Comments on Charles Taylor’s Comments


1. < To understand something you have to love it because understanding is never a completely disengaged stance but springs from inspiration.>

I think I understand how light emerges from electronic transitions in atoms and how earthquakes result from tectonic buckling. I don’t know that I love either the electron or earthquakes.

2. <Reason is never disengaged but is always in relation to our embodied engagement with the world because it’s to do with our perceptions of the world.>

Reason is sometimes disengaged when we are in the full enjoyment of music or poetry or art. In fact, such disengagement sometimes enhances the enjoyment.

3. <Feelings aren’t “brute,” as the Enlightenment conception of rationality teaches, but rather are our perceptions of the world.>

I am not sure that this is what the Enlightenment conception of rationality teaches us. I rather think that it encourages to distinguish between feelings-generated truths and reason-generated ones.
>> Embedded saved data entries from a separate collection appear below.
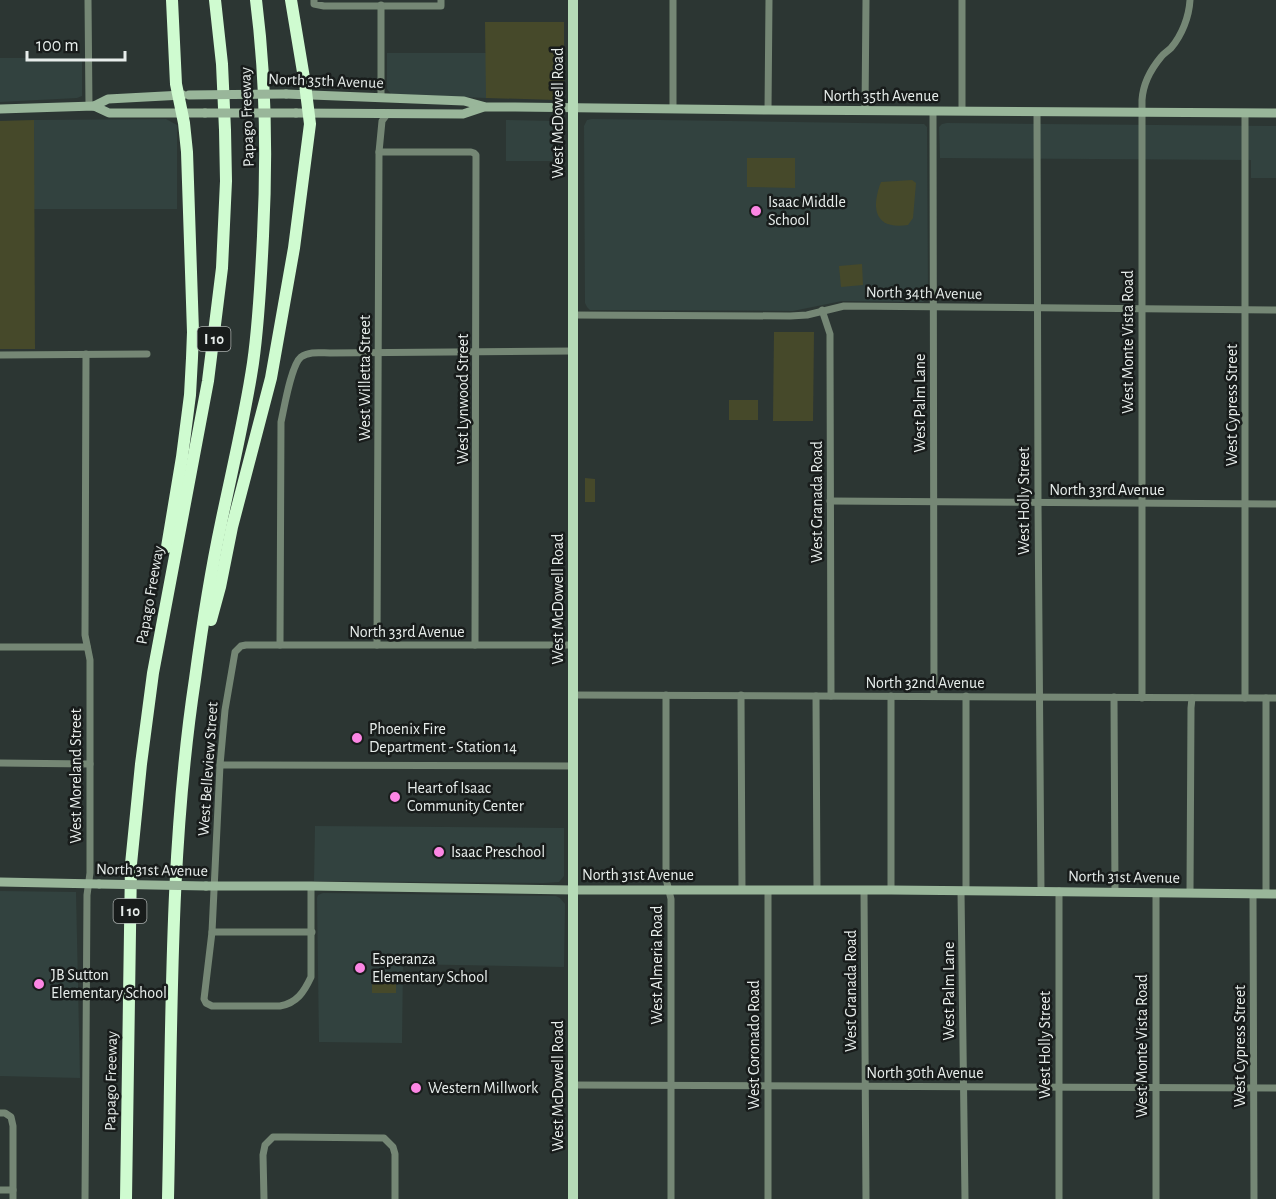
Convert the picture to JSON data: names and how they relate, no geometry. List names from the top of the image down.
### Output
{
  "streets": {
    "highway": ["Papago Freeway", "I 10"],
    "main road": ["North 35th Avenue", "West McDowell Road", "North 31st Avenue"],
    "street": [
      "North 34th Avenue",
      "West Monte Vista Road",
      "West Willetta Street",
      "West Lynwood Street",
      "West Palm Lane",
      "West Cypress Street",
      "North 33rd Avenue",
      "West Holly Street",
      "West Granada Road",
      "North 32nd Avenue",
      "West Belleview Street",
      "West Moreland Street",
      "West Almeria Road",
      "West Coronado Road",
      "North 30th Avenue"
    ]
  },
  "crossings": [
    ["North 35th Avenue", "West McDowell Road"],
    ["North 35th Avenue", "West Monte Vista Road"],
    ["North 35th Avenue", "West Willetta Street"],
    ["North 35th Avenue", "West Palm Lane"],
    ["North 35th Avenue", "West Cypress Street"],
    ["North 35th Avenue", "West Holly Street"],
    ["West McDowell Road", "North 34th Avenue"],
    ["West McDowell Road", "North 33rd Avenue"],
    ["West McDowell Road", "North 32nd Avenue"],
    ["West McDowell Road", "North 31st Avenue"],
    ["West McDowell Road", "North 30th Avenue"],
    ["North 34th Avenue", "West Monte Vista Road"],
    ["North 34th Avenue", "West Palm Lane"],
    ["North 34th Avenue", "West Cypress Street"],
    ["North 34th Avenue", "West Holly Street"],
    ["North 34th Avenue", "West Granada Road"],
    ["West Monte Vista Road", "North 33rd Avenue"],
    ["West Monte Vista Road", "North 32nd Avenue"],
    ["West Monte Vista Road", "North 31st Avenue"],
    ["West Monte Vista Road", "North 30th Avenue"],
    ["West Willetta Street", "West Lynwood Street"],
    ["West Willetta Street", "North 33rd Avenue"],
    ["West Lynwood Street", "North 33rd Avenue"],
    ["West Palm Lane", "North 33rd Avenue"],
    ["West Palm Lane", "North 32nd Avenue"],
    ["West Palm Lane", "North 31st Avenue"],
    ["West Palm Lane", "North 30th Avenue"],
    ["West Cypress Street", "North 33rd Avenue"],
    ["West Cypress Street", "North 32nd Avenue"],
    ["West Cypress Street", "North 31st Avenue"],
    ["West Cypress Street", "North 30th Avenue"],
    ["North 33rd Avenue", "West Holly Street"],
    ["North 33rd Avenue", "West Granada Road"],
    ["North 33rd Avenue", "West Belleview Street"],
    ["West Holly Street", "North 32nd Avenue"],
    ["West Holly Street", "North 31st Avenue"],
    ["West Holly Street", "North 30th Avenue"],
    ["West Granada Road", "North 32nd Avenue"],
    ["West Granada Road", "North 31st Avenue"],
    ["West Granada Road", "North 30th Avenue"],
    ["North 32nd Avenue", "West Almeria Road"],
    ["West Belleview Street", "North 31st Avenue"],
    ["West Moreland Street", "North 31st Avenue"],
    ["North 31st Avenue", "West Almeria Road"],
    ["North 31st Avenue", "West Coronado Road"],
    ["West Almeria Road", "North 30th Avenue"],
    ["West Coronado Road", "North 30th Avenue"]
  ],
  "places": [
    "Isaac Middle School",
    "Phoenix Fire Department - Station 14",
    "Heart of Isaac Community Center",
    "Isaac Preschool",
    "Esperanza Elementary School",
    "JB Sutton Elementary School",
    "Western Millwork"
  ],
  "scale_bar": "100 m"
}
4. <Science has dropped its exploration of the teleological, central for Aristotle,>

Physics certainly has done that, because it was fruitless to try to explain planetary orbits, electromagnetic interactions and the chemical bond in terms of teleology.

5. <teleology is undoubtedly a feature of the world, not least in the human sciences.>

In human behavior, for sure. But it has not been established on the basis of science’s methodology that teleology is a feature of the world at large.

6.Some paradigms never gain universal agreement because what scientists commit to is linked to the values they hold.>

Many paradigms do gain universal agreement among practicing scientists. Those who have not practiced and grasped what science says  cannot be expected to agree to scientifically derived results, any more than that a non-initiate into operatic music can appreciate or understand a Verdi.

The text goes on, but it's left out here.